Shabbat at Home with Jared Kushner and Ivanka Trump
Every Friday night.
In the cold, dark days of winter, the sun sets early on a Friday night. Depending on the week, the sun might set as early as approximately 5:15 p.m. Jared Kushner and Ivanka Trump have spent the whole day preparing for this: The eve of the Sabbath. Their phones are off. Their computers are locked in a safe and the safe’s combination is written down and kept in yet another safe, only accessible by Jared, Ivanka, and their housekeeper, who does not even know of the safe’s actual contents. Their windows are closed and blocked by a second set of walls that come down before sunset and stay there until sunset the following evening, once the Sabbath is over. There are only four people on this planet that have access to them for these 24 hours: Their three children, Arabella, Joseph, and Theodore, and their housekeeper.
The Sabbath is a time for mindfulness and reflection on the week gone by. To shut yourself off from the outside world and spend time with your loved ones. It’s also the only reprieve Ivanka and Jared have from the POTUS’s alarming policies, divisive cabinet picks, and his tweets. It is important that the world knows that when Trump makes his worst, most hateful decisions, the Kushners had nothing to do with it. Certainly this is not a coincidence. Six days a week it’s, “Nordstrom is dropping your line this, you played a role in bringing about the apocalypse that.” But not today. Not on Shabbat.

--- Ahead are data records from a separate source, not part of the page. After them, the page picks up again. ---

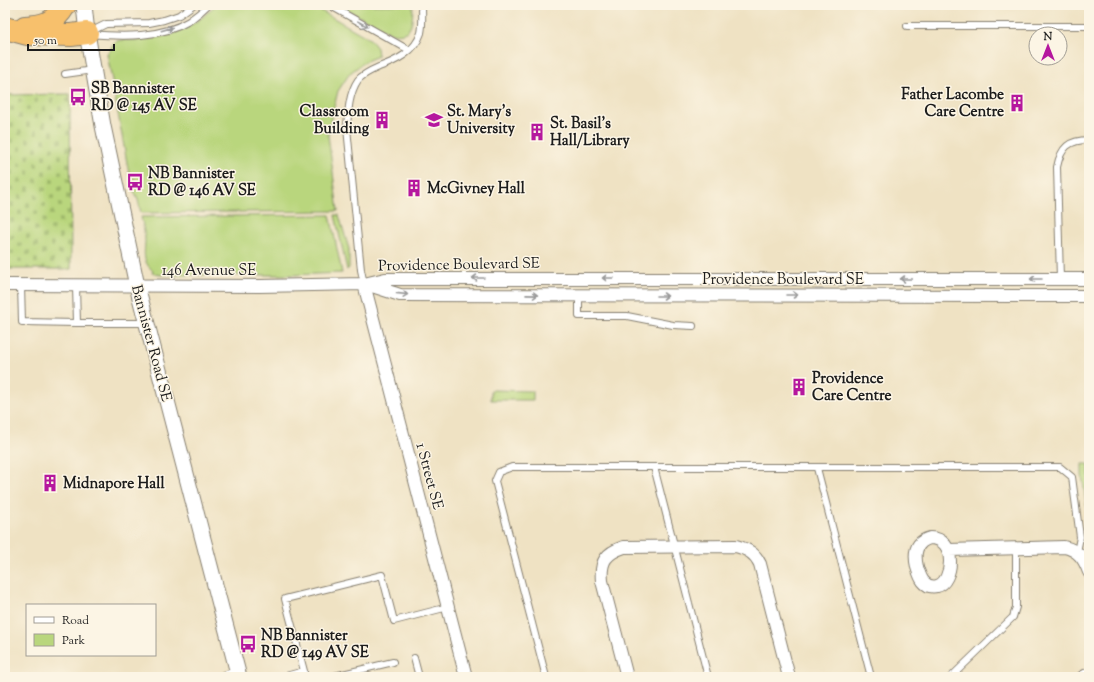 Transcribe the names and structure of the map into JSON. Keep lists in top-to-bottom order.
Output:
{
  "streets": {
    "street": [
      "Providence Boulevard SE",
      "146 Avenue SE",
      "Bannister Road SE",
      "1 Street SE"
    ]
  },
  "crossings": [
    ["Providence Boulevard SE", "146 Avenue SE"],
    ["Providence Boulevard SE", "1 Street SE"],
    ["146 Avenue SE", "Bannister Road SE"],
    ["146 Avenue SE", "1 Street SE"]
  ],
  "places": {
    "bus stop": ["SB Bannister RD @ 145 AV SE", "NB Bannister RD @ 146 AV SE", "NB Bannister RD @ 149 AV SE"],
    "building": [
      "Father Lacombe Care Centre",
      "Classroom Building",
      "St. Basil's Hall/Library",
      "McGivney Hall",
      "Providence Care Centre",
      "Midnapore Hall"
    ],
    "school or university": ["St. Mary's University"]
  },
  "legend": ["Road", "Park"],
  "scale_bar": "50 m",
  "north": "top"
} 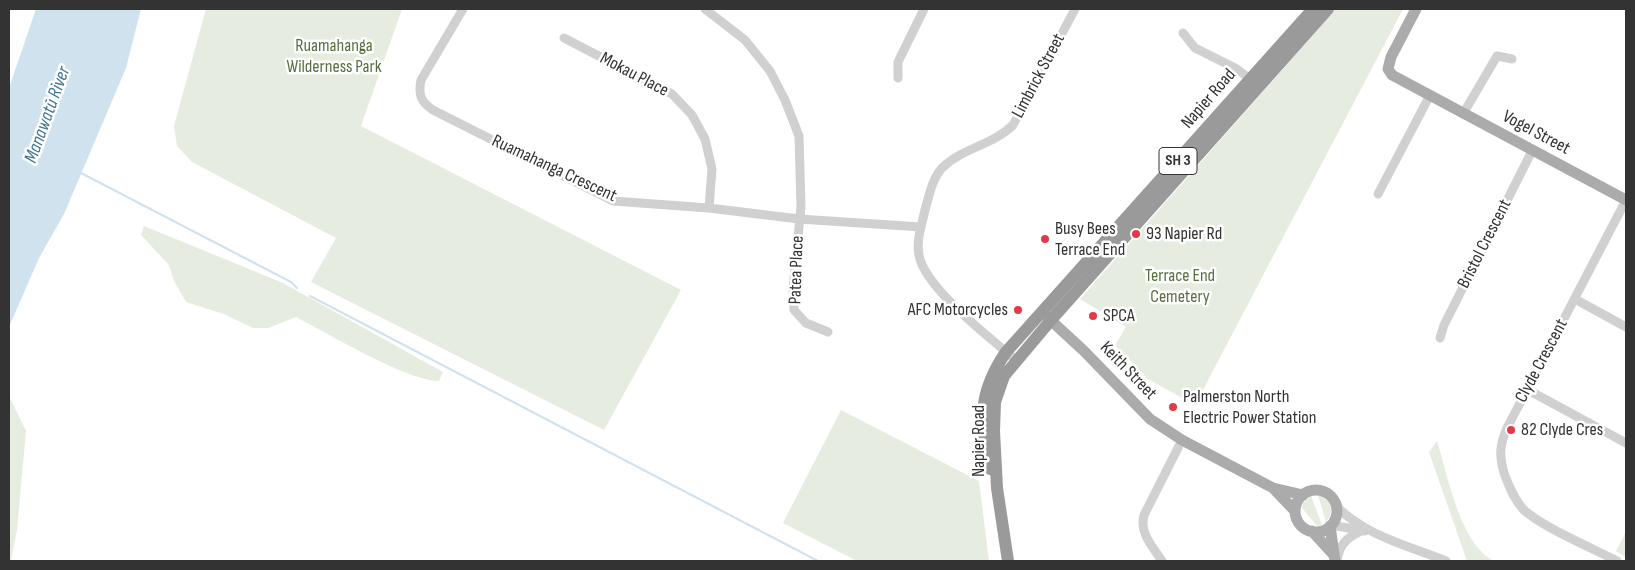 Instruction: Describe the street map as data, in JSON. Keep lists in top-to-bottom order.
{
  "streets": {
    "highway": ["Napier Road", "SH 3"],
    "main road": ["Vogel Street", "Keith Street"],
    "street": [
      "Mokau Place",
      "Limbrick Street",
      "Ruamahanga Crescent",
      "Bristol Crescent",
      "Patea Place",
      "Clyde Crescent"
    ]
  },
  "crossings": [
    ["Mokau Place", "Ruamahanga Crescent"],
    ["Limbrick Street", "Napier Road"],
    ["Limbrick Street", "Ruamahanga Crescent"],
    ["Napier Road", "Keith Street"],
    ["Vogel Street", "Bristol Crescent"],
    ["Vogel Street", "Clyde Crescent"],
    ["Ruamahanga Crescent", "Patea Place"]
  ],
  "water": ["Manawatū River"],
  "parks": ["Ruamahanga Wilderness Park", "Terrace End Cemetery"],
  "places": [
    "93 Napier Rd",
    "Busy Bees Terrace End",
    "AFC Motorcycles",
    "SPCA",
    "Palmerston North Electric Power Station",
    "82 Clyde Cres"
  ]
}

Ivanka and Jared begin Shabbat the way any other family would: By saying the prayers over the traditional Shabbat candles, wine, and challah. “Baruch, atah, Oh God, what have I done?” Ivanka starts the blessing, thanking God for what he’s provided and then apologizing profusely for her role in destroying his creation. The family eats the festive Shabbat dinner. It is always an impeccably prepared, delicious meal, for they know that without Jared’s small influence over his father-in-law for the evening, it could be their last. “Do we have enough rations in the event of a nuclear war?” Ivanka asks her husband. He nods solemnly. When they say the blessing over the children, Ivanka whispers, “May God make you like Sarah, Rebecca, Rachel, and Leah,” and “may you outlive the nuclear holocaust your family will have helped to create.”
Jared and Ivanka do not make love on the Sabbath. In fact, they rarely make love at all anymore. They lie awake at night, eyes towards the ceiling. The next day, they’ll play with their children, and for a brief, shining moment, they’ll feel like a normal family again. But all Shabbats must come to an end, and with their end, comes the onslaught of the real world. And for Jared and Ivanka, that means reentering the inner circle of Donald Trump.